Home > Uncategorized > AD/AS models and the ‘disappearance’ of involuntary unemployment

AD/AS models and the ‘disappearance’ of involuntary unemployment

from Lars Syll

eco-202-ch-36-unemployment-and-inflation-15-638We have indeed come round in a circle. The whole vision of the working of the macrosystem presented, in terms of the AD/AS model, by far too many contemporary textbooks, is essentially pre-Keynesian. Monetary spending may fluctuate, but whether or not such fluctuations affect employment and output is said to depend on reactions affecting real wages. Slow adjustment of money wages to price changes is held to account for cyclical variations in employment and output. With respect to the longer term, it is presumed that real wages return to their proper full-employment level …

As regards the fundamental elements of the Keynes conception … all have disappeared.

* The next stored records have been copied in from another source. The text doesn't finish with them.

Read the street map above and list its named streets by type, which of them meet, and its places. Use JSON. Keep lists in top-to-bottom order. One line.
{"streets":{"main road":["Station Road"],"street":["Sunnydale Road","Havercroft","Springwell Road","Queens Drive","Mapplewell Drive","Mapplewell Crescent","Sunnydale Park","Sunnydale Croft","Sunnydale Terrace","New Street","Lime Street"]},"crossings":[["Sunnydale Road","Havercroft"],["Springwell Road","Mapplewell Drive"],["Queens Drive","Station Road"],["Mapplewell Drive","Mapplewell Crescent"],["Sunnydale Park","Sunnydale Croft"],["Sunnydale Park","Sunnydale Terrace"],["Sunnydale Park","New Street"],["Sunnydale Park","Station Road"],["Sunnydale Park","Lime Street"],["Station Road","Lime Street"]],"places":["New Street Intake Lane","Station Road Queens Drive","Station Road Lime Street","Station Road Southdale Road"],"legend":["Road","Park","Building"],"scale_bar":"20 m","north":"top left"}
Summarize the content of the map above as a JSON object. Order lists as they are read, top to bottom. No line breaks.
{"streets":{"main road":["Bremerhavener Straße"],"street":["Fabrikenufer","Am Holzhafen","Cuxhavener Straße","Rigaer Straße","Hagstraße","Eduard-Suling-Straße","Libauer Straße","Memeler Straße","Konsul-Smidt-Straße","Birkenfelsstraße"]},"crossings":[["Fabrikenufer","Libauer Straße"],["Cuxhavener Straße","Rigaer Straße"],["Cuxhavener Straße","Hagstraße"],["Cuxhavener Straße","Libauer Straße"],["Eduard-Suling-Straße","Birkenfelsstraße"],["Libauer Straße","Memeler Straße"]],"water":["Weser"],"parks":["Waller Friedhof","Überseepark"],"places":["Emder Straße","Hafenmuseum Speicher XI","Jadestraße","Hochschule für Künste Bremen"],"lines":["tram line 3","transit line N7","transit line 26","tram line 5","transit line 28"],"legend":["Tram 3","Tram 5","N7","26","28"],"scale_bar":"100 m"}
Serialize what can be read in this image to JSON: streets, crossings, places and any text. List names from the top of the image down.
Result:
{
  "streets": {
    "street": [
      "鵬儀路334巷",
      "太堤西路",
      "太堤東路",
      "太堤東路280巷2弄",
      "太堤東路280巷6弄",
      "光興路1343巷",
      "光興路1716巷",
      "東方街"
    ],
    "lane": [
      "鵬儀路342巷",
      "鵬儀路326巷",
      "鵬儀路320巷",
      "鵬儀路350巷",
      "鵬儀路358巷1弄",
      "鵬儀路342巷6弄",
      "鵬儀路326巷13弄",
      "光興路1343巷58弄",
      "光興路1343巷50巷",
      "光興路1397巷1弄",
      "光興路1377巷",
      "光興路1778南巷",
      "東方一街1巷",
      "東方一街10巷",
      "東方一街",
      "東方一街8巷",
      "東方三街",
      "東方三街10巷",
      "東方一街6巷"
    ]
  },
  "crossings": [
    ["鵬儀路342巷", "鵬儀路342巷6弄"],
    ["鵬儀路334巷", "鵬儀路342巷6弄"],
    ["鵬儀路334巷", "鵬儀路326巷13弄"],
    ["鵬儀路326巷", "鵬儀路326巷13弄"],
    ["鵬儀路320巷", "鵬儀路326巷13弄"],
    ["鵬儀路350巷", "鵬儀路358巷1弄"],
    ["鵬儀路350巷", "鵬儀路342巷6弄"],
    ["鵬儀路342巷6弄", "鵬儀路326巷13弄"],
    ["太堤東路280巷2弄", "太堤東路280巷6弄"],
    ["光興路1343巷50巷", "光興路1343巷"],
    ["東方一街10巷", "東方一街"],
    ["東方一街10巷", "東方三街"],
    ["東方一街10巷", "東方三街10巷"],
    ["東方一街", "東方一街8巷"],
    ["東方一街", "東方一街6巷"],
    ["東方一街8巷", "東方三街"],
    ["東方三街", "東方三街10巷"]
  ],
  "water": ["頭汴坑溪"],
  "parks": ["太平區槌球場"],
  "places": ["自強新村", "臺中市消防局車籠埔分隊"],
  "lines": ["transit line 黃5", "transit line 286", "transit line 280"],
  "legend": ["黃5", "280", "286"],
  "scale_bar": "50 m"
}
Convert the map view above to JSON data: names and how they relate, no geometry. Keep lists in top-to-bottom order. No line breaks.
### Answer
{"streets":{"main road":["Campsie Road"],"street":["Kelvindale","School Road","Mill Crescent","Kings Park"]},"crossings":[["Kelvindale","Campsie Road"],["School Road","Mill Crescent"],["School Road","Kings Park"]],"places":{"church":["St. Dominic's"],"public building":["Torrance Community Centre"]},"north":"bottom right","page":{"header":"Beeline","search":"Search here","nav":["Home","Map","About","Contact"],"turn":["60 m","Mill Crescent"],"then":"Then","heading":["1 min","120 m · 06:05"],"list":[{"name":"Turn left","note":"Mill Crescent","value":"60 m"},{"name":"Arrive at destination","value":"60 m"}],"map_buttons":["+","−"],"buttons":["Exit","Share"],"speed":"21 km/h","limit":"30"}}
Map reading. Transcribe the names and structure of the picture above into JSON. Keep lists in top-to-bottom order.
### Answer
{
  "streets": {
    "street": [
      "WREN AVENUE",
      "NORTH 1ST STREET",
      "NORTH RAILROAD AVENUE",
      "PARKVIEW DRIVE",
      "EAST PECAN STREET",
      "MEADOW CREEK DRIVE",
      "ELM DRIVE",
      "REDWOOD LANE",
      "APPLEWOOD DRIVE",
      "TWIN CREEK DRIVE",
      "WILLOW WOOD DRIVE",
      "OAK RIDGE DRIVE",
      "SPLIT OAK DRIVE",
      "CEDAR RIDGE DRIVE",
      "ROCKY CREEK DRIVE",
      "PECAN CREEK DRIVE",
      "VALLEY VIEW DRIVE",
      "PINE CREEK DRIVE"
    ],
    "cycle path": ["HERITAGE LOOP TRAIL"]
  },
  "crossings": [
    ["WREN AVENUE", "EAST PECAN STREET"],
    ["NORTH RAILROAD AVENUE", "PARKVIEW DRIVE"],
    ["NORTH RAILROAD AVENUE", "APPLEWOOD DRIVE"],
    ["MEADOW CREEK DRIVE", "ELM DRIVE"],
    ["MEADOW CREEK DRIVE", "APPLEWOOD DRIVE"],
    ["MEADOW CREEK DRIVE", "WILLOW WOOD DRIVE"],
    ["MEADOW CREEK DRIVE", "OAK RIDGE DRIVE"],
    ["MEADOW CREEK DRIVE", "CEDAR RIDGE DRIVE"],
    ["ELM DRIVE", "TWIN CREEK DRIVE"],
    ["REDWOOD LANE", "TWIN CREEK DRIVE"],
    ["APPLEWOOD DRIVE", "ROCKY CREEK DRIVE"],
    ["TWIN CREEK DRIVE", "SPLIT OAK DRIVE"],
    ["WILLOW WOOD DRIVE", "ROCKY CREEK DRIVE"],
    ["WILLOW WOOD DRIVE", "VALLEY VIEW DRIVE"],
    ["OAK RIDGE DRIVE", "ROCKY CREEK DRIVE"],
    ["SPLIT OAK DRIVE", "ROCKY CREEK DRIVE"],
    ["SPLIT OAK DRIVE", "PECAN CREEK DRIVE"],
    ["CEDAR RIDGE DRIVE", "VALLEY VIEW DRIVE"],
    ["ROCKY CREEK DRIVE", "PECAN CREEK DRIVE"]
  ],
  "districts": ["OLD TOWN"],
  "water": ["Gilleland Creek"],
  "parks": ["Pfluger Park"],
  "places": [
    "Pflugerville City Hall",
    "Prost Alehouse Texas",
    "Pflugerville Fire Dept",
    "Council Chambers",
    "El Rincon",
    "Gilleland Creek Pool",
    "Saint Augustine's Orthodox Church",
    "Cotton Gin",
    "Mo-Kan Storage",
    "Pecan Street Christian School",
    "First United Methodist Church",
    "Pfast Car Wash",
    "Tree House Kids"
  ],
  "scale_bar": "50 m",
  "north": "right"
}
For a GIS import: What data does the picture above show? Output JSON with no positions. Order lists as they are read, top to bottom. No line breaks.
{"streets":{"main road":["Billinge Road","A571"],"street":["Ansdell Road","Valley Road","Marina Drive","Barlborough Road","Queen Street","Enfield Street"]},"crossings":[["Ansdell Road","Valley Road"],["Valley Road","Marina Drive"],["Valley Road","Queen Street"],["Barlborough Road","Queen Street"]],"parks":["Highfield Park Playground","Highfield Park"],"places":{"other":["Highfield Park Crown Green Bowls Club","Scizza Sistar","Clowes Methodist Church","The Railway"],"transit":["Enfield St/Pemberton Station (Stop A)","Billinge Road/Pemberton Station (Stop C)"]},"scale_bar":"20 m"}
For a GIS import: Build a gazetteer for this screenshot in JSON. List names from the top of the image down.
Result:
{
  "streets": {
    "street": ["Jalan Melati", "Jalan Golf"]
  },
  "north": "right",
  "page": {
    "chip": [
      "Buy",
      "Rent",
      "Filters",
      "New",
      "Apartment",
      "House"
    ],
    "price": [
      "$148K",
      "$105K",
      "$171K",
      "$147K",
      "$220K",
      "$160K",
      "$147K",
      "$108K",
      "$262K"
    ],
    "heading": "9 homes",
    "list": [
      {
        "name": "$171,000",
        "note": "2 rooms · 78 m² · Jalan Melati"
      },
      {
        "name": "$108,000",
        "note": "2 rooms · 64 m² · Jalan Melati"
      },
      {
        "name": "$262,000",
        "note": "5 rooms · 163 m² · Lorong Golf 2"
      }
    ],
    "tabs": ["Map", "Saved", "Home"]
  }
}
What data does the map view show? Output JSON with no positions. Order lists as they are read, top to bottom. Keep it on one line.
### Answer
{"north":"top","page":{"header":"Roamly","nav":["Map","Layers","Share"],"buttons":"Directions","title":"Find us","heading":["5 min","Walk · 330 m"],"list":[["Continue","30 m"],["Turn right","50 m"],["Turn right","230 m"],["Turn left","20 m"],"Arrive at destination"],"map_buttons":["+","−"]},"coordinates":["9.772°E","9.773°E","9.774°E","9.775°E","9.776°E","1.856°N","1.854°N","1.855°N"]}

How have we got into this situation? In the 1970s, reflecting a general change in the political and intellectual climate, economic theorists and commentators of a right-wing, free-market persuasion began to advance, with renewed vigour, old ideas which had for the last few decades been put to the side. Under novel labels such as ‘New Classical’ and ‘New Keynesian’ theory, explanations of unemployment being simply of a voluntary or merely frictional character were reasserted, attracted sympathetic listeners and soon found their way into the burgeoning crop of macro textbooks coming on the market. Over the years distinctive features of the Keynes theory – such as the concepts of involuntary unemployment, of the marginal efficiency of capital as distinct from the marginal productivity of capital, of uncertainty as something different from mathematically measurable risk, and the understanding that the macro economy contained within itself, even in the long run, no reliable self-righting mechanism to guarantee the automatic establishment of full employment – tended to slip out of the mainstream picture. Indeed, more than that: the Keynes theory is frequently misrepresented – it is typically asserted that an assumption of wage-stickiness is the critical factor differentiating the Keynes theory from the classical theory. Scholars who should have known better have been all too ready to adopt the old classical labour market theory of unemployment as embodied in the AS curve, apparently seeing the AD/AS model as a convenient and acceptable device for allowing analysis to be extended beyond the fix-price world of IS/LM. The upshot is that mainstream teaching of macroeconomic theory is today typically propounding a view of the working of the economy which is a very long way from the vision presented in the General Theory or from the conventional wisdom of the immediate post-war years, but strikingly similar to views current long ago, before the ‘Keynesian Revolution’. It is not going too far to say that the practical common-sense of the Keynesian perspective has (at least in some not un-influential quarters) been replaced by irrelevance and fantasy.

Roy H. Grieve

As Grieve notices, there are unfortunately a lot of mainstream economists out there who still think that price and wage rigidities are the prime movers behind unemployment. What is even worse — I’m totally gobsmacked every time I come across this utterly ridiculous misapprehension — is that some of them even think that these rigidities are the reason John Maynard Keynes gave for the high unemployment of the Great Depression. This is of course pure nonsense. For although Keynes in General Theory devoted substantial attention to the subject of wage and price rigidities, he certainly did not hold this view.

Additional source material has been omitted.